The conclusion remains: the volume of data stored or generated on mainframes is substantial. Unsurprisingly, utilizing this mainframe-stored or mainframe-originated data is a critical topic. For example, Model9 (acquired by BMC in 2023) had this objective: making mainframe data accessible for cloud-based applications.
Lastly, for completeness: data centers must also prioritize backup and recovery plans to ensure data integrity and enable quick restoration in the event of a system failure or disaster.
The Era of AI
The rush for AI, which began with the release of ChatGPT in November 2022, continues unabated—despite occasional pessimistic predictions. For more on this, see my blog Where Does AI Stand in the Gartner Hype Cycle?
The high demand for GPU chips and the associated significant investments are well-known, and these create particular challenges for hyperscalers. As the Handelsblatt notes:
“The high investments represent a massive bet on a future where Amazon [and other hyperscalers] and its cloud customers will earn dream margins with new AI services. (…) As a result of the boom, there could indeed be excesses, Hamilton said. An industry ‘overbuild’—meaning more server or energy infrastructure than is needed to meet demand—is fundamentally possible. (…) The parallel structures that inevitably emerge could quickly lose value due to a technological leap; an unexpected innovation could turn the market upside down. Some analysts are watching the tech companies’ race with concern for this reason. Amazon’s stock price fell by more than 20 percent in August after the company reported significantly higher investments.”
And What Else? – Location Choice, Energy Consumption, Cyber Security, …
The energy demand of data centers continues to increase, not least due to the high demand for AI applications. While semiconductor manufacturers (especially Nvidia, AMD) can steadily improve the energy efficiency of their hardware, the overall growth in data production and computational requirements still outpaces these improvements.
The shift in location strategies for AI training nodes highlights a move to regions with robust fiber optic infrastructures and available energy, such as the 41st parallel in the U.S. These regions are now considered virtual “prime locations” for data centers. Hyperscalers are focusing on “power-first” locations like Council Bluffs, Iowa, and Lancaster, Texas. Additionally, AI workloads with lower latency sensitivity are driving demand in regions with lower energy costs and tax incentives.

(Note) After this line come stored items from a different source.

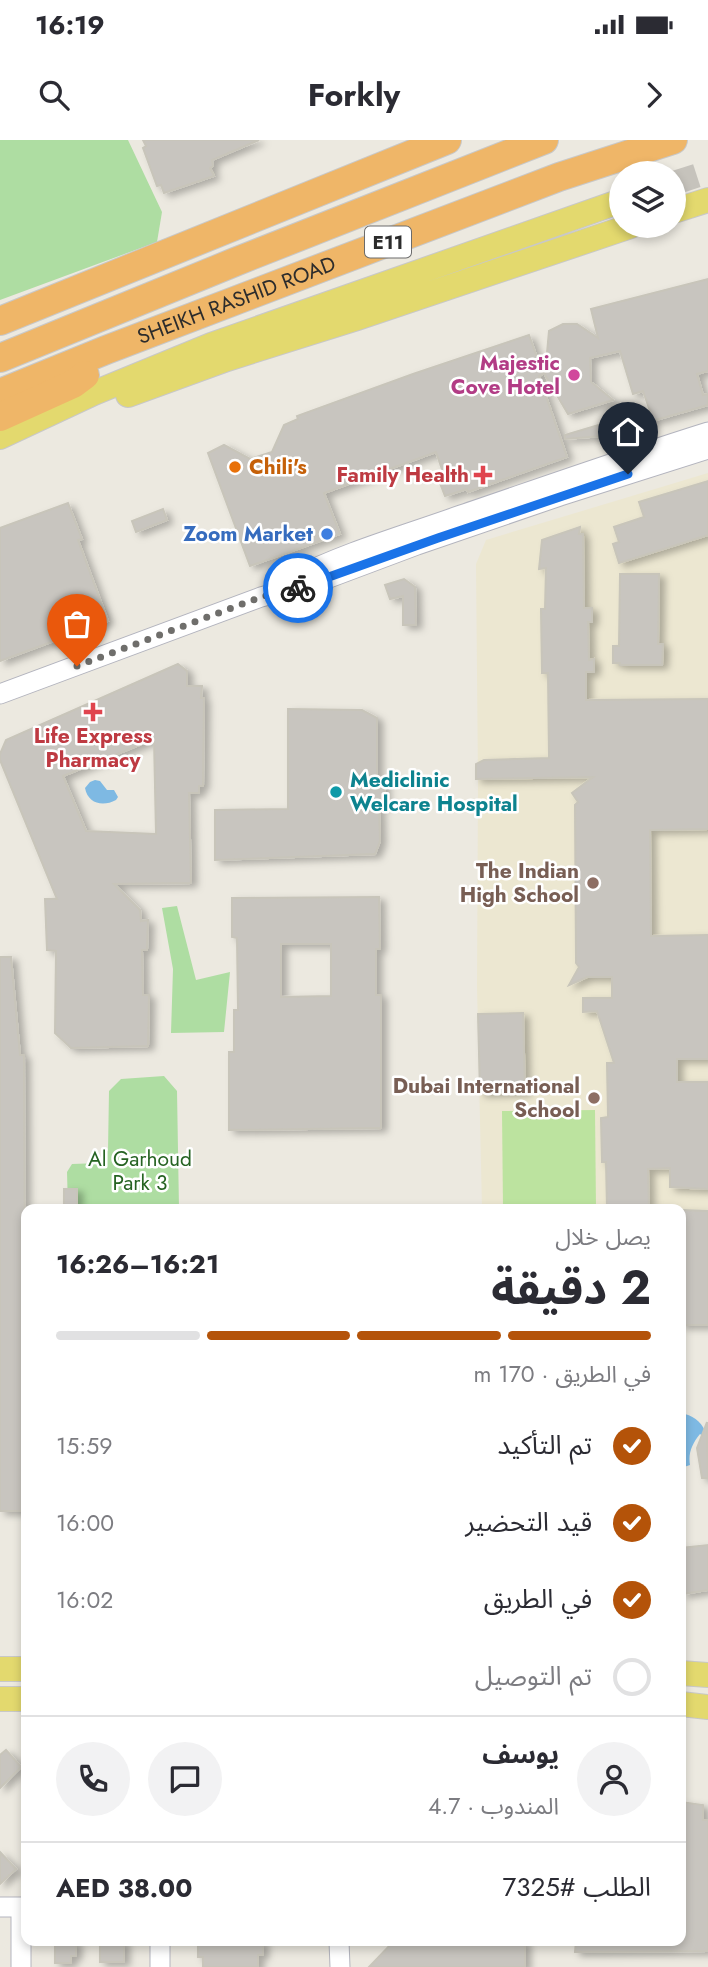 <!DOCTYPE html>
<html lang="ar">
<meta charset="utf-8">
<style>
:root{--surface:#fff;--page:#f2f2f3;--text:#2b2b33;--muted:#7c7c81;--line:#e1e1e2;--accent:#b45309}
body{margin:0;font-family:Jost,"Noto Sans Arabic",sans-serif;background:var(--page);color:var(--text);direction:rtl;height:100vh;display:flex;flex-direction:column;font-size:26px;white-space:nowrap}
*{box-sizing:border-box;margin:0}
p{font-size:23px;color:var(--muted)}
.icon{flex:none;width:38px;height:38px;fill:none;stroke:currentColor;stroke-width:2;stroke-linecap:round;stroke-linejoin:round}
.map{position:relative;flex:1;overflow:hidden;direction:ltr}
.details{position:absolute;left:21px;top:1064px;width:665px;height:742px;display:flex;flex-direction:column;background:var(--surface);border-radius:14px;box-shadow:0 4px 10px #0003;direction:rtl}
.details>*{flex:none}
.controls{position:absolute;left:609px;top:21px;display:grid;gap:14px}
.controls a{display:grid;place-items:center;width:77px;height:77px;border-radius:50%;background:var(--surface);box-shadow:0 4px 10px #0003;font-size:35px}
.pin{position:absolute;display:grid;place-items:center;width:60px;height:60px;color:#fff;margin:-72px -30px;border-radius:50% 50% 50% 0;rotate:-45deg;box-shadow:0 0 7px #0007}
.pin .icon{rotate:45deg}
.courier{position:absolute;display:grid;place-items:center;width:70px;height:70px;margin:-35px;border:5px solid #1a73e8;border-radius:50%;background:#fff;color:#222;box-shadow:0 2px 9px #0007}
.head em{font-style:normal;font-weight:700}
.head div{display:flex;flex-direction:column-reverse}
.head{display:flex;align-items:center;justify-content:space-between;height:119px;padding:0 35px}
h1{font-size:46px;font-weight:700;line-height:52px}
.bar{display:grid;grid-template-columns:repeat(4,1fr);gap:10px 7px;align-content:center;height:84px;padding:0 35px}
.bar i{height:9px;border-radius:5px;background:var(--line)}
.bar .selected{background:var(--accent)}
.bar p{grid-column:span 4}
.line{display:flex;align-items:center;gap:18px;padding:0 35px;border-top:2px solid var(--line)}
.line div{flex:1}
.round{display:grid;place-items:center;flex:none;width:74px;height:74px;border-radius:37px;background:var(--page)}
ol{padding:0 35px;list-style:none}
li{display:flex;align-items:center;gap:21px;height:77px}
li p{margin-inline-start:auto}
li .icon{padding:7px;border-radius:50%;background:var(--accent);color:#fff;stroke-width:4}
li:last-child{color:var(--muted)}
li i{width:38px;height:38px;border:4px solid var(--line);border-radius:50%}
.status{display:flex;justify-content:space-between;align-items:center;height:49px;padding:0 35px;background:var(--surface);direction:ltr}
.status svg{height:19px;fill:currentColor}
header{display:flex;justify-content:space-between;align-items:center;height:91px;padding:0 35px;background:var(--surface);font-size:32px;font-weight:700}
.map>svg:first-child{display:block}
.education{fill:#ece7d1}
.green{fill:#aedda2}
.pitch{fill:#bce39f}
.water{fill:#7eb9e3}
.building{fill:#c8c5bf;stroke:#c8c5ba;stroke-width:2;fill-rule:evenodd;filter:url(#shadow)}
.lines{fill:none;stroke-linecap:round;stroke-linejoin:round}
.major-tunnel{stroke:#c6c3bc;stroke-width:24;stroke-dasharray:24 12;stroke-linecap:butt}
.minor-casing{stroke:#b3b4be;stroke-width:21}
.major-casing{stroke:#c8c8c8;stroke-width:26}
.highway-casing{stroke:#c8c8c8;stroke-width:30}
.minor{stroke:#fff;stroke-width:19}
.major{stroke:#e3d96e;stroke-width:24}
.highway{stroke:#efb668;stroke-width:28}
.done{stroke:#6f6e6b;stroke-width:7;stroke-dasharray:0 12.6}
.route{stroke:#1a73e8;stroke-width:9}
.hotel-dot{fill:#d1479c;stroke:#fff;stroke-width:2.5}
.food-dot{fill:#e8710a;stroke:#fff;stroke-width:2.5}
.health-dot{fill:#e0444e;stroke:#fff;stroke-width:2.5}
.shop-dot{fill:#3f7fe0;stroke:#fff;stroke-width:2.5}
.culture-dot{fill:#0f9aa8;stroke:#fff;stroke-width:2.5}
.education-dot{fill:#8d6e63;stroke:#fff;stroke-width:2.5}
.labels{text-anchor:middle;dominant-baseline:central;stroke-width:5;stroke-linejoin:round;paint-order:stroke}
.shield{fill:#fff;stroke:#6b6b6b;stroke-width:2}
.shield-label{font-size:19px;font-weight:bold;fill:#2c2c2c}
.street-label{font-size:21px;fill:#2c2c2c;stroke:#fff}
.hotel-label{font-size:21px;font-weight:bold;fill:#b23c85;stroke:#fff;text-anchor:end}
.food-label{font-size:21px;font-weight:bold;fill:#c56008;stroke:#fff;text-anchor:start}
.health-label{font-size:21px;font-weight:bold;fill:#be3a42;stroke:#fff;text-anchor:end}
.shop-label{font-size:21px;font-weight:bold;fill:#366cbe;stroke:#fff;text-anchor:end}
.culture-label{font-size:21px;font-weight:bold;fill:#0d838f;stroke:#fff;text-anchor:start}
.education-label{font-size:21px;font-weight:bold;fill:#785e54;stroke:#fff;text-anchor:end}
.park-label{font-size:21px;fill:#266322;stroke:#fff}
</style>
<div class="status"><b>16:19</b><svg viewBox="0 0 49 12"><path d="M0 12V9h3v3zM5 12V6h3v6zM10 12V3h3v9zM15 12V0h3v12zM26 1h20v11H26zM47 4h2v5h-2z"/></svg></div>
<header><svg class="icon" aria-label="forward" viewBox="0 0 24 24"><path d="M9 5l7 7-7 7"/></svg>Forkly<svg class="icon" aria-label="search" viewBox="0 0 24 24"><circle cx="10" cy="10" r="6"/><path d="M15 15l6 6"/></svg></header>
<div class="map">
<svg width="708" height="1827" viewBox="0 0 708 1827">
<defs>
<filter id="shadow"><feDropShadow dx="5.5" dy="3.5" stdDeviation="3.5" flood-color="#0004"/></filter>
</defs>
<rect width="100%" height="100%" fill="#ece9e0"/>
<path class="education" d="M708 333V1124L681 1125V1069H482L477 846 478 641 476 424 486 400Z"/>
<path class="green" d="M0 0H128L162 72 157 102 0 160Z
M177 766 196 840 230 832 224 892 171 893 173 829 162 768Z
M164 936 177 951 179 1069H68L67 1032 72 1024 100 1023 108 1010 109 951 121 939Z"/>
<path class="pitch" d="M595 970 596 1069H503L502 971Z"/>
<path class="water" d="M95 640 100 641 107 650H114L118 657 116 660C103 667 88 664 85 648L90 642Z
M681 1273C692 1275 701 1281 705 1291L703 1296 700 1294C692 1304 688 1313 690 1325L681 1328Z"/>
<path class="building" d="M143 0H259L212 20 213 26 210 28 214 36 164 53 161 45 157 46 143 8 146 6Z
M708 139V231L697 234 703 255 708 254V265L649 282 646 272 650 271 643 251 633 254 620 211 590 218 591 242 613 260 568 274 545 235 549 191 563 184H577L598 198 591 169Z
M529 195 543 234 539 236 567 317 468 352 467 349 445 356 440 343 446 341 436 312 324 353 340 394 250 426 208 313 224 305 250 319 272 312 284 285 298 279 297 276 413 234Z
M629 276 631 279 603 296 565 299V295Z
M708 341V395L619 423 613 404 619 402 614 387 644 377 639 362Z
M68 363 82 399 78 400 108 481 0 521V388Z
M163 369 167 380 136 392 132 381Z
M580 387 579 394H583L584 468H592V482H588L589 520 594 519V532H586V560L708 559V689L650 690 651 796 708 795V919H677V942H708V1049L670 1047V1028L648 1029 649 1069H607L606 1022H602L601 978 608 977 607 923H614L597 871 583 872V858H612V837H587L569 845 579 827 576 823 575 665 578 662 572 653 593 637 476 639V624L484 620 549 618 548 533H542L541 469H545L546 428 539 429 542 400Z
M620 434H659L658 504H663L662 525H620V523H613V506H619Z
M404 439 415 447 416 485H403V456L390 459 385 445Z
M178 524 187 531V546H202L201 558H204L203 646H199V653H189L191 743 114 744 140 770 141 781 148 780 147 810H142L143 855H149L148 906 71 908 55 893 56 811 47 810 45 759H57L0 620V614L6 600ZM154 599 156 694 86 691 63 636Z
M288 569 362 570 377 578V640H384L385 665H379L380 701 375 714 215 720V670L288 669Z
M379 757 380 809H376V855H381V988L229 990V912H234V870H238L237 798 232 797V758ZM281 804H331V856L281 857Z
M0 817H11L20 915H24L26 1371H0Z
M523 873 525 952 480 953 478 874Z
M64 1049H77V1069H64Z
M681 1070 708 1071V1185H681Z
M707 1282 708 1338H702L697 1308Z
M708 1405V1450L683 1454 681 1408Z
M6 1610 21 1627 0 1648V1615Z
M681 1662 703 1665V1680H708V1811L575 1812 576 1801H681Z
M0 1712 16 1729 0 1744Z
M55 1801H76V1816H71V1823H55Z
M100 1801H124V1822H100Z
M198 1801H263V1815H258V1827H203V1817H198Z
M394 1801H525V1827H369Z"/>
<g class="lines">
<path class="major-tunnel" d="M674 43 708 32"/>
<g class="minor-casing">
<path id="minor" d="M292 439C345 412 405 395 461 375 543 347 625 318 708 292
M0 554 261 457 321 441 417 405 560 356 708 309
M0 1767H26
M21 1767V1827
M160 1801V1827
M339 1801 340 1827"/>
</g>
<g class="major-casing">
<path id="major" d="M674 71 708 60
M128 255 227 219 357 178 631 86
M0 297 94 253 211 205 621 61
M0 1529H26
M681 1533 708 1535
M0 1559H26
M681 1564 708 1567"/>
</g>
<g class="highway-casing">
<g id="highway">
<path d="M0 181 447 0"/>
<path d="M0 218 235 122 544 0"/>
<path id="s1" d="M0 253 106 210 559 37 673 0"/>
<path d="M0 277 73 244 85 235"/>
</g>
</g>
<use href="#minor" class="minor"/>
<use href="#major" class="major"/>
<use href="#highway" class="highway"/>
</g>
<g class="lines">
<path class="done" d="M77 526 261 457 298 448"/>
<path class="route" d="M298 448 438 398 628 334"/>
</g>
<circle class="hotel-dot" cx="574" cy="235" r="7"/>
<circle class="food-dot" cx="235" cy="327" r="7"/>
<g class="health-dot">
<path d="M479.5 324.5h7v7h7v7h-7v7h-7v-7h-7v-7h7z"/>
<path d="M89.5 561.5h7v7h7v7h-7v7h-7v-7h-7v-7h7z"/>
</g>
<circle class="shop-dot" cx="327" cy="394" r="7"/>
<circle class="culture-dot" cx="336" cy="652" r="7"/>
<g class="education-dot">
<circle cx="593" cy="743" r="7"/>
<circle cx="594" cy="958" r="7"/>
</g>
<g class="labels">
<rect class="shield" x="365" y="86.5" width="46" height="31" rx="5"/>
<g class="shield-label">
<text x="388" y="102">E11</text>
</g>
<g class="street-label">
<text stroke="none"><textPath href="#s1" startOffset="254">SHEIKH RASHID ROAD</textPath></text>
</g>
<g class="hotel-label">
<text x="560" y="223">Majestic<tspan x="560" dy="24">Cove Hotel</tspan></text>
</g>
<g class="food-label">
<text x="249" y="327">Chili's</text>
</g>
<g class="health-label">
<text x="469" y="335">Family Health</text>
<text x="93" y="596" text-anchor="middle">Life Express<tspan x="93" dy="24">Pharmacy</tspan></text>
</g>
<g class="shop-label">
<text x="313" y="394">Zoom Market</text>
</g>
<g class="culture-label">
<text x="350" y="640">Mediclinic<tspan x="350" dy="24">Welcare Hospital</tspan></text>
</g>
<g class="education-label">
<text x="579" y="731">The Indian<tspan x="579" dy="24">High School</tspan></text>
<text x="580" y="946">Dubai International<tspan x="580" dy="24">School</tspan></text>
</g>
<g class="park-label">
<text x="140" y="1019">Al Garhoud<tspan x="140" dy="24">Park 3</tspan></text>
</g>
</g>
</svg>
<div class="controls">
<a><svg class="icon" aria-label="layers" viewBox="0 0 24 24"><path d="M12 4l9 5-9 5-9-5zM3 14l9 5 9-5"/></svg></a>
</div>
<div class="pin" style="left:77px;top:526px;background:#ea580c"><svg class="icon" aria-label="bag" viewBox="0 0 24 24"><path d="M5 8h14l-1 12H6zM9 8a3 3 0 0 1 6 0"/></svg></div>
<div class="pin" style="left:628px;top:334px;background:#1f2937"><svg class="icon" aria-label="home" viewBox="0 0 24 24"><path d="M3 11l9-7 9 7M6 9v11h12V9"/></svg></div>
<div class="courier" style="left:298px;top:448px"><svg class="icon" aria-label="bike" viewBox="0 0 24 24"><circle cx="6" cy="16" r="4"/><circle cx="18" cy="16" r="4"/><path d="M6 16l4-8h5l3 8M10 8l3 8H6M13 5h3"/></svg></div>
<section class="details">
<div class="head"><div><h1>2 دقيقة</h1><p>يصل خلال</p></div><em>16:21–16:26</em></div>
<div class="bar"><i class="selected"></i><i class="selected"></i><i class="selected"></i><i></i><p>في الطريق · 170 m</p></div>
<ol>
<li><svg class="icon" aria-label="check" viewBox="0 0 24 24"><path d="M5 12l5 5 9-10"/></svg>تم التأكيد<p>15:59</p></li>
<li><svg class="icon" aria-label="check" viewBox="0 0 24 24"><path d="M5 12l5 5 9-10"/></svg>قيد التحضير<p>16:00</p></li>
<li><svg class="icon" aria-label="check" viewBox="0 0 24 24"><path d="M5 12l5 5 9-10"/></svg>في الطريق<p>16:02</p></li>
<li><i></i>تم التوصيل</li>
</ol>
<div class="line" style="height:126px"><a class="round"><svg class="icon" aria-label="person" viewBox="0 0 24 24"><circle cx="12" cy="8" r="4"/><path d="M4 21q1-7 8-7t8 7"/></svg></a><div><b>يوسف</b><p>المندوب · 4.7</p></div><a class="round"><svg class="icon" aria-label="chat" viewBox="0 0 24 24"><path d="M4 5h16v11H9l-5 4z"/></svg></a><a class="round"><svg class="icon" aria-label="phone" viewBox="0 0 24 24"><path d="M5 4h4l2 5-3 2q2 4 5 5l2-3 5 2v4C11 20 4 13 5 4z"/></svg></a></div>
<div class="line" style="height:91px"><div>الطلب #7325</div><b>AED 38.00</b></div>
</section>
</div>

In Germany, the majority of modern data centers are located in the Frankfurt area—thanks in no small part to DE-CIX Frankfurt, the world’s largest internet exchange point by data throughput.
Securing the power supply is a strategic priority. Hyperscalers are increasingly focused not only on procurement but also on generation. For example, Amazon is already investing in nuclear microreactors, which are being discussed as a potential solution for long-term sustainability. Furthermore, as societal acceptance of the hyperscalers’ business model becomes more important, companies and AI providers are increasing their reliance on renewable energy.
And last but not least: Cybersecurity has become an even more critical issue in recent years. The rise in cyber threats and the potential for data breaches have prompted data center operators to strengthen their security measures. Responses include implementing robust cybersecurity measures, improving encryption technologies, deploying real-time threat monitoring systems, and conducting employee training programs.